Please count how many lines of the data include the word "const". Give only that number in reply.
*** Dataset entries ***
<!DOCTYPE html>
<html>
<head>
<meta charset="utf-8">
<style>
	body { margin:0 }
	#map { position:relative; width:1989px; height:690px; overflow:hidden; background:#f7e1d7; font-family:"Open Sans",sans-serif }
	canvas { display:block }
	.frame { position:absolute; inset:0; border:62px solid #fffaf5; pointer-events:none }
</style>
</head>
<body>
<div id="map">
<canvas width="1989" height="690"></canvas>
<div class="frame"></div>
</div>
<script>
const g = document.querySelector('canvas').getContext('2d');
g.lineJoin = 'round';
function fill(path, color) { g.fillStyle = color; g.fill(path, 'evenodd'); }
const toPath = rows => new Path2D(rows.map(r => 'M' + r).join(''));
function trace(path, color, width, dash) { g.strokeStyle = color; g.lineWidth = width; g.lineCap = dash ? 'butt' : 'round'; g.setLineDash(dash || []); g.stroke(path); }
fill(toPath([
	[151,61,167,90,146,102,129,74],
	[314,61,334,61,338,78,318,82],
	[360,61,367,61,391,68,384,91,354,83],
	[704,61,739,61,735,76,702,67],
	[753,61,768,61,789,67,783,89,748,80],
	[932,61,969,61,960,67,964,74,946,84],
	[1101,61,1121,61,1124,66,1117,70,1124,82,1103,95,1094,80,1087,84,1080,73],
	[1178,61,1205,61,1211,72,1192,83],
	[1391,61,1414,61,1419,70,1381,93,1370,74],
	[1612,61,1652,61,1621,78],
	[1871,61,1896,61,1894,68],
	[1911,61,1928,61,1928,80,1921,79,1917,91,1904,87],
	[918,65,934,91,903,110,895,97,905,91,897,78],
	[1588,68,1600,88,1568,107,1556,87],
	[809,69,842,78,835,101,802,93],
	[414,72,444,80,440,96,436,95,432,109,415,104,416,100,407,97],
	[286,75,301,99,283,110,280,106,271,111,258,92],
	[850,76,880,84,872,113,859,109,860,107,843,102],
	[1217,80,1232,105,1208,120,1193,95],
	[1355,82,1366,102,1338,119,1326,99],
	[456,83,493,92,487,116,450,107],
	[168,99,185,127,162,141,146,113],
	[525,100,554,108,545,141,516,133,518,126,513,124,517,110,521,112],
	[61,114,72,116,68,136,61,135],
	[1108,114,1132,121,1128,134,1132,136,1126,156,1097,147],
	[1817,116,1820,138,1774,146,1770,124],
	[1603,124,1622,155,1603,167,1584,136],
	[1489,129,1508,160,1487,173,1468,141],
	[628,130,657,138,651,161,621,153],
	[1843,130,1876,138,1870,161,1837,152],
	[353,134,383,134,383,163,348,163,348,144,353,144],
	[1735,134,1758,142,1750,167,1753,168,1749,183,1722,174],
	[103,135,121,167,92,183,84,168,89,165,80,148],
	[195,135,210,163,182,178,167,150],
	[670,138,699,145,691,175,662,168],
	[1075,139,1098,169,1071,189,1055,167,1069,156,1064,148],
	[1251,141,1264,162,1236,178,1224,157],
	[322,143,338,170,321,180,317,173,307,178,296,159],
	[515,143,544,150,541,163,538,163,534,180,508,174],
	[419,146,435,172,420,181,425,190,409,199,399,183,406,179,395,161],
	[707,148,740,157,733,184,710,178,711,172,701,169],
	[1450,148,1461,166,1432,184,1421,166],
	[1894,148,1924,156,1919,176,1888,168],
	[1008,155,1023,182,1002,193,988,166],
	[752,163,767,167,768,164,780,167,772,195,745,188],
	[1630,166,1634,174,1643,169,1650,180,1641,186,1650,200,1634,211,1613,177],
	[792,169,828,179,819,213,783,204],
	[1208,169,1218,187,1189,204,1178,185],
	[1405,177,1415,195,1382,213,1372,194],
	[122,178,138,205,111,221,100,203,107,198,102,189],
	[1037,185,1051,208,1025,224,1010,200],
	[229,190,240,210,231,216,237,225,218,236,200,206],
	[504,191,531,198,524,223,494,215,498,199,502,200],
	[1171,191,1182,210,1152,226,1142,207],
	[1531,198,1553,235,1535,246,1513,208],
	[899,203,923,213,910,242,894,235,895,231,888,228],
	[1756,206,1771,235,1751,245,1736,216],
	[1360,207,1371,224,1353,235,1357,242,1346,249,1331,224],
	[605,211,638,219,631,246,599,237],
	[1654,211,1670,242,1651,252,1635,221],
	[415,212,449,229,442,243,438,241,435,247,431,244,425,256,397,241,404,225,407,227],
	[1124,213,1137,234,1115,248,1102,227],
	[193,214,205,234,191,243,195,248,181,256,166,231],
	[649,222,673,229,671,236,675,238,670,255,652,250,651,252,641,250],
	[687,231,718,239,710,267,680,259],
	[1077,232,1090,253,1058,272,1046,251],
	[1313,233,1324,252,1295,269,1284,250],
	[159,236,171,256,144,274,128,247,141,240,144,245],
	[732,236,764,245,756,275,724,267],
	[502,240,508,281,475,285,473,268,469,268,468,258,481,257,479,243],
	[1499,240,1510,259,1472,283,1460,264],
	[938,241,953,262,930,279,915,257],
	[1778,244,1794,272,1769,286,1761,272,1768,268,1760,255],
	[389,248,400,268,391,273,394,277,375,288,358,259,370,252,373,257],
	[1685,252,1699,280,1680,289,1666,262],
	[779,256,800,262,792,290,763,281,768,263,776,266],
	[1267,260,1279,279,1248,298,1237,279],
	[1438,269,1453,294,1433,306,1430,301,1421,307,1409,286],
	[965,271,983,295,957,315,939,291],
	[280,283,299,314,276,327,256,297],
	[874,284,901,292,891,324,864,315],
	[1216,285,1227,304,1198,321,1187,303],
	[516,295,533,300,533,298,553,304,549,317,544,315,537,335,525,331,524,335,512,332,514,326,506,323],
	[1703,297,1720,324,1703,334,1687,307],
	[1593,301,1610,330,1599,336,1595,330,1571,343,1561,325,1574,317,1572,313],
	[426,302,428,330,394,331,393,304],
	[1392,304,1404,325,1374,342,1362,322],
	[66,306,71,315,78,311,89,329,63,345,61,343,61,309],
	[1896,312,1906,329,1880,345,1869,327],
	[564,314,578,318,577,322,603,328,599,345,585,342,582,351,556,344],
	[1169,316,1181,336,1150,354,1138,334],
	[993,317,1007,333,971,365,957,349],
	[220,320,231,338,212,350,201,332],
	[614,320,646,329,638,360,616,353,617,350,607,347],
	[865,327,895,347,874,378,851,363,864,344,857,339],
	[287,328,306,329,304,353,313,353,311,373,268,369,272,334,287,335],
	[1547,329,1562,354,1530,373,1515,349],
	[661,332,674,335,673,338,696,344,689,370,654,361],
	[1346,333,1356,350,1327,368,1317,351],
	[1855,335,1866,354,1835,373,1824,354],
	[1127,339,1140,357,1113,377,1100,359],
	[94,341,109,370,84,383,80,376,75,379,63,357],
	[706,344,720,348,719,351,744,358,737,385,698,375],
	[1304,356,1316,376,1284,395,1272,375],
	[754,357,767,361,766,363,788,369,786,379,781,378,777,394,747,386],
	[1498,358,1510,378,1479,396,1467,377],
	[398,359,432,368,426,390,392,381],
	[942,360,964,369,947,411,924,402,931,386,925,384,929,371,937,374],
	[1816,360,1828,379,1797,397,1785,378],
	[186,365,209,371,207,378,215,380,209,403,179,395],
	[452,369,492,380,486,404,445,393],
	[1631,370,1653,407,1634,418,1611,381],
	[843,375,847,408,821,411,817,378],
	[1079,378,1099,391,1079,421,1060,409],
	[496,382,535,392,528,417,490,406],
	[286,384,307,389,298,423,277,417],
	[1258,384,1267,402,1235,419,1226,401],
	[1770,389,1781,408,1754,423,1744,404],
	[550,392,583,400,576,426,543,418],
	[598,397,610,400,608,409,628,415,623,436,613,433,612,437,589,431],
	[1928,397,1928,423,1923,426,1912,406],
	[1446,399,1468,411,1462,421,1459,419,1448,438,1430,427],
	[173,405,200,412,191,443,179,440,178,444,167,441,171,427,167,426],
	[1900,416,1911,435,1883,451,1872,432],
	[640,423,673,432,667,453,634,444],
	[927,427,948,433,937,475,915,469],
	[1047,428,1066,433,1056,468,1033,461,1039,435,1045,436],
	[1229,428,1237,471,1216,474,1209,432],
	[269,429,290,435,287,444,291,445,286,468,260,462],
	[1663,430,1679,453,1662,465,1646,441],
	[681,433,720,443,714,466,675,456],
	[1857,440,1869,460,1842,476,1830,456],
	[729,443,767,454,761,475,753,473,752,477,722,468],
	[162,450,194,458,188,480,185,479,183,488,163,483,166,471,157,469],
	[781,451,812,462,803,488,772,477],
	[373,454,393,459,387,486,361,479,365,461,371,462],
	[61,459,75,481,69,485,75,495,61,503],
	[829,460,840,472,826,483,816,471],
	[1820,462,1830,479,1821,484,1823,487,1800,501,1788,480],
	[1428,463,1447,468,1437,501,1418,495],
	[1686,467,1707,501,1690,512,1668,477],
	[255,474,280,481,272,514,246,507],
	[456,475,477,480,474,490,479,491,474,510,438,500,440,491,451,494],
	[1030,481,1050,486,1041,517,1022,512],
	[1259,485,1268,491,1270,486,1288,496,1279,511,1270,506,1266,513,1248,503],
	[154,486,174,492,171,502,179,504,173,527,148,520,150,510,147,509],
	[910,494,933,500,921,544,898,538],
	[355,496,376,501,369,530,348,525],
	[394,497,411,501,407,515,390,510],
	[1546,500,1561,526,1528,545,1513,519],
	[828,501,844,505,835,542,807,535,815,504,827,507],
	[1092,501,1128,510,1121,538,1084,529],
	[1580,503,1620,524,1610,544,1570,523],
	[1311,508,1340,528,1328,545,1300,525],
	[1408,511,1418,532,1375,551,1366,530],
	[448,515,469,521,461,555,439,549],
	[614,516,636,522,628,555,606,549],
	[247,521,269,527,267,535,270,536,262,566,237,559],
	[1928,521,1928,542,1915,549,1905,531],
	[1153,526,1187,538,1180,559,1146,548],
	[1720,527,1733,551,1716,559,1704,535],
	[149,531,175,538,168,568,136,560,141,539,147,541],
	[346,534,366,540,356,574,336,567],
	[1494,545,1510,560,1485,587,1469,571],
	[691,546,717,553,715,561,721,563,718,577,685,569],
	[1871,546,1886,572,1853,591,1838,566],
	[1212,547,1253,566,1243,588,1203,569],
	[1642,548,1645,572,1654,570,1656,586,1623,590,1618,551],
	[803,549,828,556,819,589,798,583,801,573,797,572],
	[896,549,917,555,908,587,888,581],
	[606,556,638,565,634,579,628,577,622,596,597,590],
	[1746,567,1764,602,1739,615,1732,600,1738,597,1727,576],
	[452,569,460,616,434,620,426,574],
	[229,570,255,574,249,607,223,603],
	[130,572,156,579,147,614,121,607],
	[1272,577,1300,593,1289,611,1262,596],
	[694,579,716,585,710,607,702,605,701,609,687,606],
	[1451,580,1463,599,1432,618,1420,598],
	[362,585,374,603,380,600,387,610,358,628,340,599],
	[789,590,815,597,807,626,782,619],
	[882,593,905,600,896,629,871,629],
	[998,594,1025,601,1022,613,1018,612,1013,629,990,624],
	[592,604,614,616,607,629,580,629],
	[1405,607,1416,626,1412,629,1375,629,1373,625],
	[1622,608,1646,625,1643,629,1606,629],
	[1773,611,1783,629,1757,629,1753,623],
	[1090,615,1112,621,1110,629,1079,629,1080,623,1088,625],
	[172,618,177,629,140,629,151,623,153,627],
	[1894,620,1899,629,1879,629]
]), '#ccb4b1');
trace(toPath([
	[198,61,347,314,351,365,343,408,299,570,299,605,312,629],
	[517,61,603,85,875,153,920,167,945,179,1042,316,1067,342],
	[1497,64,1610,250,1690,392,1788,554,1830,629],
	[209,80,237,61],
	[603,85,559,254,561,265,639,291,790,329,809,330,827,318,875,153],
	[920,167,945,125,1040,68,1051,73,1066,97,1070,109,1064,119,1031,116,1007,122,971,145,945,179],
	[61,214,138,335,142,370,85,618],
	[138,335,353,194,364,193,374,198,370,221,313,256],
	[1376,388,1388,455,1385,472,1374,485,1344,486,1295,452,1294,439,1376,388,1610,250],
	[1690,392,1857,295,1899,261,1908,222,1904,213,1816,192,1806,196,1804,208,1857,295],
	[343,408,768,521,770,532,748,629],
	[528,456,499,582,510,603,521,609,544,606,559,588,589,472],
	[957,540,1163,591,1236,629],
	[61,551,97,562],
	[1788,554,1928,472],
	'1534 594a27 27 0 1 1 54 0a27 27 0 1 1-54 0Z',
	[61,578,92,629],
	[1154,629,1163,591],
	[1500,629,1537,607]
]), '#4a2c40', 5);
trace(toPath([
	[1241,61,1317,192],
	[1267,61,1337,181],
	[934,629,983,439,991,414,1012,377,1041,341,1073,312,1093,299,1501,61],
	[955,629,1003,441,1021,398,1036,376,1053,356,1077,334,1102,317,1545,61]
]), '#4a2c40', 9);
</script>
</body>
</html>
*** End of Dataset entries ***
Solution to this task
2